Cell free RNA in cerebral spinal fluid identifies mechanisms of disease progression in leptomeningeal disease
Melanie Hayden Gephart
Introduction: Leptomeningeal brain metastases (LMD) are not biopsied and the number of cancer cells in the cerebral spinal fluid (CSF) are few, severely limiting the tissue samples available to research and develop effective treatments.
Objective: To overcome this critical hurdle, we developed innovative techniques including single cell and cell free gene expression analysis on primary human CSF specimens.
Methods: Through an IRB-approved study protocol we collected CSF specimens from patients with non-small cell lung cancer leptomeningeal disease or normal controls. Single cells or cell free RNA were isolated, sequenced, and analyzed.
Results: We successfully isolated and performed single cell RNA-sequencing on leptomeningeal cells directly from fresh human CSF samples. Prior methods were not from human specimens, nor could be applied to the extremely low numbers of cells present in CSF. We also successfully isolated and sequenced cell free messenger RNA in human CSF. Prior methods required high concentrations of RNA, RNA rapidly degraded, or had not been reliably applied to human CSF. This identified key genes validated in vitro to enable LMD disease progression.

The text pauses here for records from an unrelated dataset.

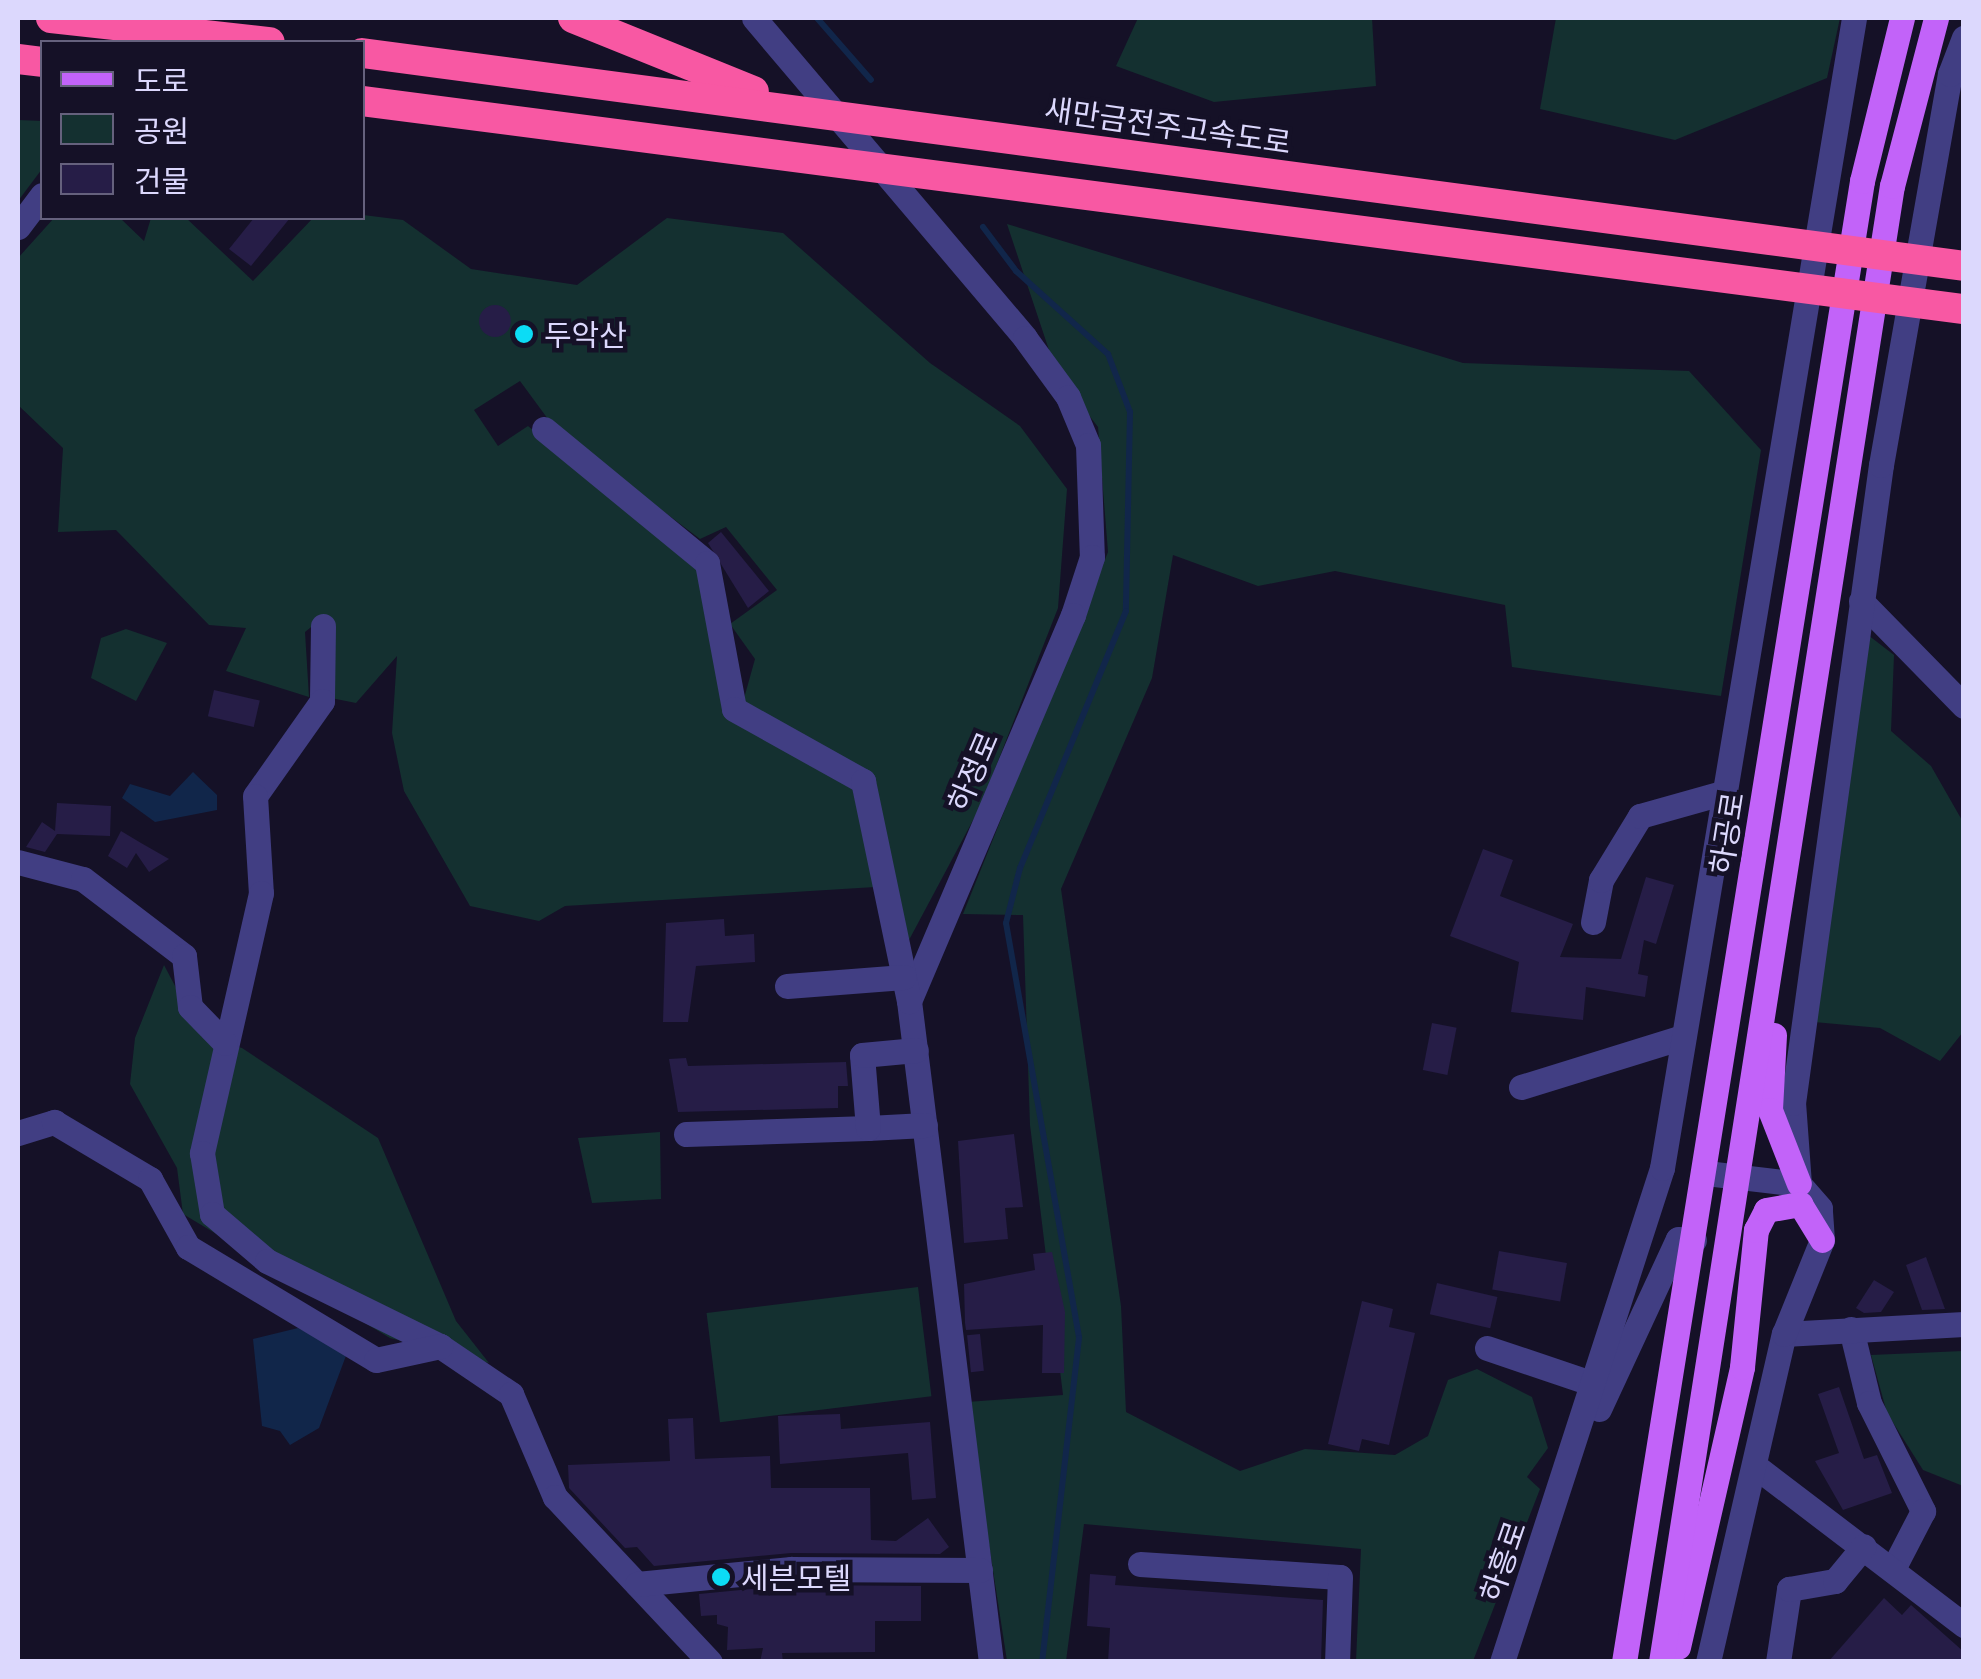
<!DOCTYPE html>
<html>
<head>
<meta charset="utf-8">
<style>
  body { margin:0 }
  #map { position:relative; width:1981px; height:1679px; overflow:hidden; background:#151127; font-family:Lato,"Noto Sans KR",sans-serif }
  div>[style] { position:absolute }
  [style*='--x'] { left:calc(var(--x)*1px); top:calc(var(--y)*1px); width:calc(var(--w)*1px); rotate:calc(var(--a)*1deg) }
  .green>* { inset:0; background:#143030; transform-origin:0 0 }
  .water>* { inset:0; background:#11264a }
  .stream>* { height:6px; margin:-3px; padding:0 3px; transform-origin:3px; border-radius:3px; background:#11264a }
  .building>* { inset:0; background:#261d47; transform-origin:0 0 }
  .round { border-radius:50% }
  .minor>* { height:25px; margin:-12.5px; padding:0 12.5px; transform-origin:12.5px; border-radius:12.5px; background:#413e83 }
  .major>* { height:25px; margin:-12.5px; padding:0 12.5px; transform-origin:12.5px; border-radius:12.5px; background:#c263f9 }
  .highway>* { height:30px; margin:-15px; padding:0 15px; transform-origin:15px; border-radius:15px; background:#f858a3 }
  .dots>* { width:28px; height:28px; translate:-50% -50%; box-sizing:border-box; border:5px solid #151127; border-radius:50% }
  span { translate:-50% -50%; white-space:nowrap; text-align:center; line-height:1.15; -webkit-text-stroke:9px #151127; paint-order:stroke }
  .street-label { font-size:30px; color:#dcd8fd }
  .poi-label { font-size:30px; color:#dcd8fd }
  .left { translate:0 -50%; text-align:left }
  .frame { position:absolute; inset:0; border:20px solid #dcd8fd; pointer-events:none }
  .legend { position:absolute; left:40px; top:40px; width:325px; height:180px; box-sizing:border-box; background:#151127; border:2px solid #65617d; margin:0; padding:12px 18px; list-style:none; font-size:30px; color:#dcd8fd }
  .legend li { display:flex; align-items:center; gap:20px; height:50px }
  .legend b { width:50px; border:2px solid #65617d }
</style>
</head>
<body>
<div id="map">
  <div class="green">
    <div style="clip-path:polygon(1138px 18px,1372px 18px,1376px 86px,1214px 102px,1116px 66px)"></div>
    <div style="clip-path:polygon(1556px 18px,1840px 18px,1827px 78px,1675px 140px,1540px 109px)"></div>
    <div style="clip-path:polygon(18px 120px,42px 121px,42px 169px,18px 201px)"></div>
    <div style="clip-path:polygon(363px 215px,403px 220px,471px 269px,577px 285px,667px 218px,783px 233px,930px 363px,1020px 426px,1067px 489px,1058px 608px,980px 807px,909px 940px,865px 776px,743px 702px,755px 659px,730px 624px,777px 590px,726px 527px,700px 539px,556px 430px,520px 381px,474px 410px,498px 446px,528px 426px,700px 567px,723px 713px,852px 786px,875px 887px,565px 906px,539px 921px,470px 906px,404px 791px,392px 733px,397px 656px,356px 703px,331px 698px,326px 615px,305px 632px,309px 697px,226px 671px,246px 628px,209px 625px,116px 530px,58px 532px,63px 448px,18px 405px,18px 258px,54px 218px,120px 218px,144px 241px,151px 218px,186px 218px,253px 281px,313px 218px)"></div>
    <div style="clip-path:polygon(1007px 224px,1463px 363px,1689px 371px,1761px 450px,1721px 696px,1512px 667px,1505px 605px,1335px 571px,1258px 586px,1173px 555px,1152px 678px,1061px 889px,1121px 1306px,1126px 1412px,1240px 1471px,1305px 1449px,1395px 1455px,1428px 1436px,1448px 1380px,1477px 1369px,1532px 1397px,1548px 1448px,1527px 1477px,1540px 1489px,1473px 1661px,1356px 1661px,1361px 1549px,1084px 1524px,1066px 1661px,1007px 1661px,967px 1402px,1063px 1395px,1030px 1125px,1023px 915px,963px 914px,1108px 552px,1098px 427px,1057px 374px)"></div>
    <div style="clip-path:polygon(126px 629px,167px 643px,136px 701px,91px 678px,101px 638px)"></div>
    <div style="clip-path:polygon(1868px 635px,1894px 655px,1891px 731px,1931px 766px,1963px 822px,1963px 1032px,1940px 1061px,1880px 1028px,1814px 1022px)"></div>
    <div style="clip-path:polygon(164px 965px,202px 1037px,242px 1048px,378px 1138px,456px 1321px,489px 1363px,390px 1338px,183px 1214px,177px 1168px,130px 1084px,135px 1038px)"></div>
    <div style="clip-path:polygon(660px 1132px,661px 1199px,592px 1203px,578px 1138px)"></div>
    <div style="left:918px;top:1287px;width:110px;height:213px;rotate:83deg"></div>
    <div style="clip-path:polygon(1963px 1351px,1963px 1486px,1923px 1470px,1887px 1413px,1871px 1355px)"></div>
  </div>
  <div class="water">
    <div style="clip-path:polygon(193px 772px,217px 795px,217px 810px,155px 822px,122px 798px,130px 784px,170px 796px)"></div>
    <div style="clip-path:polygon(298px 1328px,347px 1353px,319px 1428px,290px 1445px,280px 1431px,262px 1426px,253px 1339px)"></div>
  </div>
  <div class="stream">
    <div style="--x:817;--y:18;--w:82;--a:48.9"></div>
    <div style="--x:983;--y:227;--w:55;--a:53.1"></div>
    <div style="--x:1016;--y:271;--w:124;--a:42.1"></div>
    <div style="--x:1108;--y:354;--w:62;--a:69.2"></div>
    <div style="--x:1130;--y:412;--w:199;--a:91.2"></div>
    <div style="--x:1126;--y:611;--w:278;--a:112.4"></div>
    <div style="--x:1020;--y:868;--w:57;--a:104.3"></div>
    <div style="--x:1006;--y:923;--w:421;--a:80"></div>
    <div style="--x:1079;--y:1338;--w:326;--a:96.5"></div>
  </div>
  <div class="building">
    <div style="clip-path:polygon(254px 218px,290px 218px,251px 266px,229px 249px)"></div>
    <div class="round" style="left:479px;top:305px;width:32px;height:32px"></div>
    <div style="clip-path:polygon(721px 532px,769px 591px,748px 608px,708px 543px)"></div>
    <div style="left:214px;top:690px;width:47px;height:27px;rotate:13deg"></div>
    <div style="clip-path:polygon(57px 803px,111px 806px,110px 836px,57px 834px,45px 852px,26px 847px,42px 822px,55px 831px)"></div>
    <div style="clip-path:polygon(121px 831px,141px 843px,169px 859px,149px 872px,136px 853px,127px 868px,108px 856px)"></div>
    <div style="clip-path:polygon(1483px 849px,1513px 860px,1500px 896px,1573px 924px,1560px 957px,1621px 959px,1646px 877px,1674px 885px,1656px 944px,1644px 940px,1638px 974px,1648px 976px,1645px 997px,1586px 987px,1583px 1020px,1511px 1012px,1519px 962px,1450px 936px)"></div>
    <div style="clip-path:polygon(724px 919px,725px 936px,754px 934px,755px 962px,696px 966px,688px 1022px,663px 1022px,666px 923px)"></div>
    <div style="left:1432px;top:1023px;width:25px;height:48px;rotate:11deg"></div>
    <div style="clip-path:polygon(686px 1058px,688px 1066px,846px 1062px,848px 1086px,838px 1086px,838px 1108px,678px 1112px,669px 1059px)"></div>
    <div style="clip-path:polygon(1014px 1134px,1023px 1207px,1005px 1208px,1008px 1239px,964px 1243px,958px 1141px)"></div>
    <div style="left:1499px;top:1251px;width:69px;height:39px;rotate:10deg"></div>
    <div style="clip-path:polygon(1052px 1252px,1065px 1312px,1064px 1373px,1042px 1373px,1043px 1325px,966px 1330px,965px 1323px,964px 1284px,1035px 1270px,1033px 1254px)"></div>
    <div style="clip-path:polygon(1926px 1257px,1945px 1309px,1922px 1310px,1906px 1265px)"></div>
    <div style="clip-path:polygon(1874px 1280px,1894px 1292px,1881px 1312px,1864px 1313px,1856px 1308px)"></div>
    <div style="left:1437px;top:1283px;width:62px;height:32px;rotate:13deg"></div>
    <div style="clip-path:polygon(1362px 1301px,1393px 1309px,1389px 1327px,1415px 1333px,1389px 1445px,1362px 1439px,1359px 1451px,1328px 1444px)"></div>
    <div style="left:980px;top:1334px;width:37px;height:13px;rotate:84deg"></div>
    <div style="clip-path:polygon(1839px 1387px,1864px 1459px,1877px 1455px,1892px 1493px,1843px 1510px,1815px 1461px,1839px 1453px,1818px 1394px)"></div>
    <div style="clip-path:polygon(840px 1414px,841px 1429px,930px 1422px,936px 1498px,912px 1500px,908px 1453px,780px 1464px,778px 1416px)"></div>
    <div style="clip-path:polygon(693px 1418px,695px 1459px,770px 1456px,771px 1488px,870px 1488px,871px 1540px,896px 1541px,928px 1518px,949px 1547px,940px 1554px,791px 1553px,654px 1566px,637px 1547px,625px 1548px,569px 1488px,568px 1465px,670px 1461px,668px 1419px)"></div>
    <div style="clip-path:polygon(1090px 1574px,1116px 1576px,1115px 1585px,1323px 1600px,1321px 1662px,1108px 1662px,1110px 1628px,1087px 1626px)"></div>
    <div style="clip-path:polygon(792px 1585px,921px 1586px,921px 1621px,875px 1621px,875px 1652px,782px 1653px,783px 1662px,760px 1662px,763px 1648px,727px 1650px,728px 1627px,717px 1624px,717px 1615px,701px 1616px,699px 1594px)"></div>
    <div style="clip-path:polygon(1884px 1598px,1902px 1615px,1911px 1605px,1964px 1652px,1964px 1662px,1828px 1662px)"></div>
  </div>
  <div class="minor">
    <div style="--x:754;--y:18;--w:419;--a:49.7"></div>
    <div style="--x:1025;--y:338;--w:73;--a:53.9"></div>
    <div style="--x:1068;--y:397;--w:52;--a:67.4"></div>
    <div style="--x:1088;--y:445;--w:112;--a:88"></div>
    <div style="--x:1092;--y:557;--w:61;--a:108.1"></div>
    <div style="--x:1073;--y:615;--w:419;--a:113"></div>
    <div style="--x:909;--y:1001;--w:666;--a:82.93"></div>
    <div style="--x:18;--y:227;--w:40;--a:-53"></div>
    <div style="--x:544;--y:429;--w:211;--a:39.4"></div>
    <div style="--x:707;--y:563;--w:148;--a:79.5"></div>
    <div style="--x:734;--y:709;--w:148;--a:29.2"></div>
    <div style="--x:863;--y:781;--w:225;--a:78.2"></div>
    <div style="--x:1861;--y:601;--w:147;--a:45.6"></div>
    <div style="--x:323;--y:626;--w:75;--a:90.8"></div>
    <div style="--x:322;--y:701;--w:116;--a:125.2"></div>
    <div style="--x:255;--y:796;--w:97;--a:86.5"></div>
    <div style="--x:261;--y:893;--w:267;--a:102.8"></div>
    <div style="--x:202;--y:1153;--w:62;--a:80.7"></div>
    <div style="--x:212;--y:1214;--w:72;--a:40.5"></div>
    <div style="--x:267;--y:1261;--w:193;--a:26.2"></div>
    <div style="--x:440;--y:1346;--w:86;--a:34.1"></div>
    <div style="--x:511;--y:1394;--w:112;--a:66.9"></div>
    <div style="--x:555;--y:1497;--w:226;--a:46.8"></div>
    <div style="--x:18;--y:862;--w:67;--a:14.7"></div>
    <div style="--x:83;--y:879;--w:127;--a:37.3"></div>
    <div style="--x:184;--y:956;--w:51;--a:83.3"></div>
    <div style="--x:190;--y:1007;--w:50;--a:45.8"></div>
    <div style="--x:1593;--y:922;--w:43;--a:-79.2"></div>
    <div style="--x:1601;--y:880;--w:75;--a:-58.6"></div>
    <div style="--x:1640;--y:816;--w:85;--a:-15.7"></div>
    <div style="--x:787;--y:986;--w:117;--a:-4.4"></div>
    <div style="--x:1521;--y:1087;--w:170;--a:-17.2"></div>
    <div style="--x:868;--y:1128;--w:57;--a:-3"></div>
    <div style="--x:18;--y:1133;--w:38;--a:-17"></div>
    <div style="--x:54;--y:1122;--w:112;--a:30.7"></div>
    <div style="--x:150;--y:1179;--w:78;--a:60.8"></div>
    <div style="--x:188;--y:1247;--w:219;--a:31"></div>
    <div style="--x:376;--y:1360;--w:66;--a:-12.3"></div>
    <div style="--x:686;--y:1134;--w:182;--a:-1.9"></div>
    <div style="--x:868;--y:1128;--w:73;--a:-94.7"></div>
    <div style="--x:862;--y:1055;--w:54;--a:-5.3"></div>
    <div style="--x:1706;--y:1173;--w:94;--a:6.7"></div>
    <div style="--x:1851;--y:1329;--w:76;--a:76.3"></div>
    <div style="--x:1869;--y:1403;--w:121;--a:63.4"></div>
    <div style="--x:1923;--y:1511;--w:63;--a:117.4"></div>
    <div style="--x:1784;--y:1334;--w:180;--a:-3.2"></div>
    <div style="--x:1487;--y:1348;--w:113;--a:18.6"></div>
    <div style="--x:1599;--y:1409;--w:187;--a:-65.1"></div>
    <div style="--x:1678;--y:1239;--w:16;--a:4"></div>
    <div style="--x:1755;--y:1466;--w:263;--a:37.3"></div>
    <div style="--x:1140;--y:1564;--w:200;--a:3.7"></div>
    <div style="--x:1340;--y:1577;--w:85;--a:92"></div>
    <div style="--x:637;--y:1584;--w:155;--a:-5.6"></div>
    <div style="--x:791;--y:1569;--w:189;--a:0.3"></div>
    <div style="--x:1502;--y:1662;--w:519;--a:-72.05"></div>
    <div style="--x:1662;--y:1168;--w:1166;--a:-80.52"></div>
    <div style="--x:1708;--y:1662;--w:337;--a:-77"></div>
    <div style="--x:1784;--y:1334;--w:101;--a:-68"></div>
    <div style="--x:1822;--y:1240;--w:32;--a:-94"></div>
    <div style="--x:1820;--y:1208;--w:32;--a:-131"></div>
    <div style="--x:1799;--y:1184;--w:81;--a:-94.2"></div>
    <div style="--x:1793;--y:1103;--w:644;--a:-82.15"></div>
    <div style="--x:1881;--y:465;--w:397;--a:-80"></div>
    <div style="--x:1950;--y:74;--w:39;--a:-69"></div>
    <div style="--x:1778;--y:1662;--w:74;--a:-81.4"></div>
    <div style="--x:1789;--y:1589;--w:47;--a:-9.9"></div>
    <div style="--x:1835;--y:1581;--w:45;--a:-50.4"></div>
  </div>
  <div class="major">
    <div style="--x:1774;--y:1035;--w:75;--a:93.1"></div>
    <div style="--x:1770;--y:1110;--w:79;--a:68.6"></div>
    <div style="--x:1678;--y:1647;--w:287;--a:-77.1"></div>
    <div style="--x:1742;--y:1367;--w:138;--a:-84.2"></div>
    <div style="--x:1756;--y:1230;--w:22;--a:-63"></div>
    <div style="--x:1766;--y:1210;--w:35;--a:-10"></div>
    <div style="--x:1800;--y:1204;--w:42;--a:58.6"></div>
    <div style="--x:1624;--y:1662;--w:1500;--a:-80.87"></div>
    <div style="--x:1862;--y:181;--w:168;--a:-76.2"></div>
    <div style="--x:1661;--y:1662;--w:1494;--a:-81.11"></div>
    <div style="--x:1892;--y:186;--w:174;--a:-75.3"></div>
  </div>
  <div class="highway">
    <div style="--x:51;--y:18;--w:220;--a:6.3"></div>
    <div style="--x:573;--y:18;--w:195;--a:22"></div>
    <div style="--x:362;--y:53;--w:1616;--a:7.57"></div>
    <div style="--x:18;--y:59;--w:24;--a:7"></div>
    <div style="--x:362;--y:101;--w:1615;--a:7.4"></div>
  </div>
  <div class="dots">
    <div style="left:524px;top:334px;background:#0cdcf5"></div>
    <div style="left:721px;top:1577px;background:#0cdcf5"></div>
  </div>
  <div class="street-label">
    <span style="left:1168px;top:125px;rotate:8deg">새만금전주고속도로</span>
    <span style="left:972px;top:771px;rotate:-67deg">하정로</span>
    <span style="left:1726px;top:833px;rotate:-81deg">하공로</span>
    <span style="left:1502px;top:1561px;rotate:-71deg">하흥로</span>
  </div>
  <div class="poi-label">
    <span class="left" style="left:544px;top:334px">두악산</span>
    <span class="left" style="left:741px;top:1577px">세븐모텔</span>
  </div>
  <div class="frame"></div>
  <ul class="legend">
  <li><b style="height:12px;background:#c263f9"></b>도로</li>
  <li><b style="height:28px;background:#143030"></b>공원</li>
  <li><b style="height:28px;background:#261d47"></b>건물</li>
  </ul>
</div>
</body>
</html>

Conclusions: We applied our novel techniques to extract and sequence single tumor cells or tumor-associated cfRNA from patient CSF samples. Gene expression analysis identified LMD-specific survival and migration mechanisms, which we are now validating in an LMD, human-in-mouse, intracerebral, xenograft model. Disruption of LMD-intrinsic mechanisms of disease progression will identify potential therapeutic targets for the prevention and treatment of LMD.